Load the dataset into a data frame named **products**. One column of this dataset is **sentiment**, corresponding to the class label with +1 indicating a review with positive sentiment and -1 for negative sentiment.

Let us quickly explore more of this dataset. The **name** column indicates the name of the product. Try listing the name of the first 10 products in the dataset.

After that, try counting the number of positive and negative reviews.

In [None]:
# Import amazon_baby.csv data to pandas dataframe
products_df = pandas.read_csv('datasets/amazon_baby_subset.csv')

In [None]:
print(products_df[0:10])
print(products_df.groupby('sentiment').count())

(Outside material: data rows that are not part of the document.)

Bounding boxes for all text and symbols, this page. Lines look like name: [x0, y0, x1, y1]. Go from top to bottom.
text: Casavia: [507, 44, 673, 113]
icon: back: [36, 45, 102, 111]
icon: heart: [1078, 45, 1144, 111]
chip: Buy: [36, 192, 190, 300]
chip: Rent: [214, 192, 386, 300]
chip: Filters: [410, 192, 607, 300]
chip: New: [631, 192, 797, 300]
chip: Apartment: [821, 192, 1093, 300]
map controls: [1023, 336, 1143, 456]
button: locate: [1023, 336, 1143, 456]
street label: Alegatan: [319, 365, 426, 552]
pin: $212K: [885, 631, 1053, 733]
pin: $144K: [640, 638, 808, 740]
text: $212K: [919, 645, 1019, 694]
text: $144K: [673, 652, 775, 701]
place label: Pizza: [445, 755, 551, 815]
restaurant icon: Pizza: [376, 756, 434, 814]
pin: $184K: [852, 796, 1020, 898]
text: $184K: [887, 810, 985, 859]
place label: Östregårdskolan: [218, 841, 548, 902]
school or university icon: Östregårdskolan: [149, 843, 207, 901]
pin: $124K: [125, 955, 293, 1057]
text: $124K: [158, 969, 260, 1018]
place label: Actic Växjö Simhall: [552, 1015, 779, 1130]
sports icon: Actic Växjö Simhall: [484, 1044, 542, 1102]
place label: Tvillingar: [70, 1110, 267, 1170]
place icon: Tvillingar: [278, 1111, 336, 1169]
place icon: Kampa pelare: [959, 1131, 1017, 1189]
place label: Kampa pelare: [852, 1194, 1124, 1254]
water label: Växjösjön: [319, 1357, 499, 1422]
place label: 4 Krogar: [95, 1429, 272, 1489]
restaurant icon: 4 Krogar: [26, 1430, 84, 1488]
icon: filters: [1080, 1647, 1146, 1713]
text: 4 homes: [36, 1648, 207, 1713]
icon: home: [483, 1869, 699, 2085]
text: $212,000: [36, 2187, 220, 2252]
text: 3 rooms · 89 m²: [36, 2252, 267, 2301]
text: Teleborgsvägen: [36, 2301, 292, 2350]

                                                name  ... sentiment
0  Stop Pacifier Sucking without tears with Thumb...  ...         1
1    Nature's Lullabies Second Year Sticker Calendar  ...         1
2    Nature's Lullabies Second Year Sticker Calendar  ...         1
3                        Lamaze Peekaboo, I Love You  ...         1
4  SoftPlay Peek-A-Boo Where's Elmo A Children's ...  ...         1
5                          Our Baby Girl Memory Book  ...         1
6  Hunnt&reg; Falling Flowers and Birds Kids Nurs...  ...         1
7  Blessed By Pope Benedict XVI Divine Mercy Full...  ...         1
8  Cloth Diaper Pins Stainless Steel Traditional ...  ...         1
9  Cloth Diaper Pins Stainless Steel Traditional ...  ...         1

[10 rows x 4 columns]
            name  ...  rating
sentiment         ...        
-1         26461  ...   26493
 1         26521  ...   26579

[2 rows x 3 columns]


### Apply text cleaning on the review data
In this section, we will perform some simple feature cleaning using data frames. The last assignment used all words in building bag-of-words features, but here we limit ourselves to 193 words (for simplicity). We compiled a list of 193 most frequent words into the JSON file named **important_words.json**. Load the words into a list **important_words**.

In [None]:
import json

with open('datasets/important_words.json', 'r') as f:
    important_words = json.loads(f.read())
print (important_words)

['baby', 'one', 'great', 'love', 'use', 'would', 'like', 'easy', 'little', 'seat', 'old', 'well', 'get', 'also', 'really', 'son', 'time', 'bought', 'product', 'good', 'daughter', 'much', 'loves', 'stroller', 'put', 'months', 'car', 'still', 'back', 'used', 'recommend', 'first', 'even', 'perfect', 'nice', 'bag', 'two', 'using', 'got', 'fit', 'around', 'diaper', 'enough', 'month', 'price', 'go', 'could', 'soft', 'since', 'buy', 'room', 'works', 'made', 'child', 'keep', 'size', 'small', 'need', 'year', 'big', 'make', 'take', 'easily', 'think', 'crib', 'clean', 'way', 'quality', 'thing', 'better', 'without', 'set', 'new', 'every', 'cute', 'best', 'bottles', 'work', 'purchased', 'right', 'lot', 'side', 'happy', 'comfortable', 'toy', 'able', 'kids', 'bit', 'night', 'long', 'fits', 'see', 'us', 'another', 'play', 'day', 'money', 'monitor', 'tried', 'thought', 'never', 'item', 'hard', 'plastic', 'however', 'disappointed', 'reviews', 'something', 'going', 'pump', 'bottle', 'cup', 'waste', 'retu

Here we remove **remove_punctuation** and fill in N/A's with empty reivew

In [None]:
def remove_punctuation(text):
    import string
    return text.translate(text.maketrans('', '', string.punctuation))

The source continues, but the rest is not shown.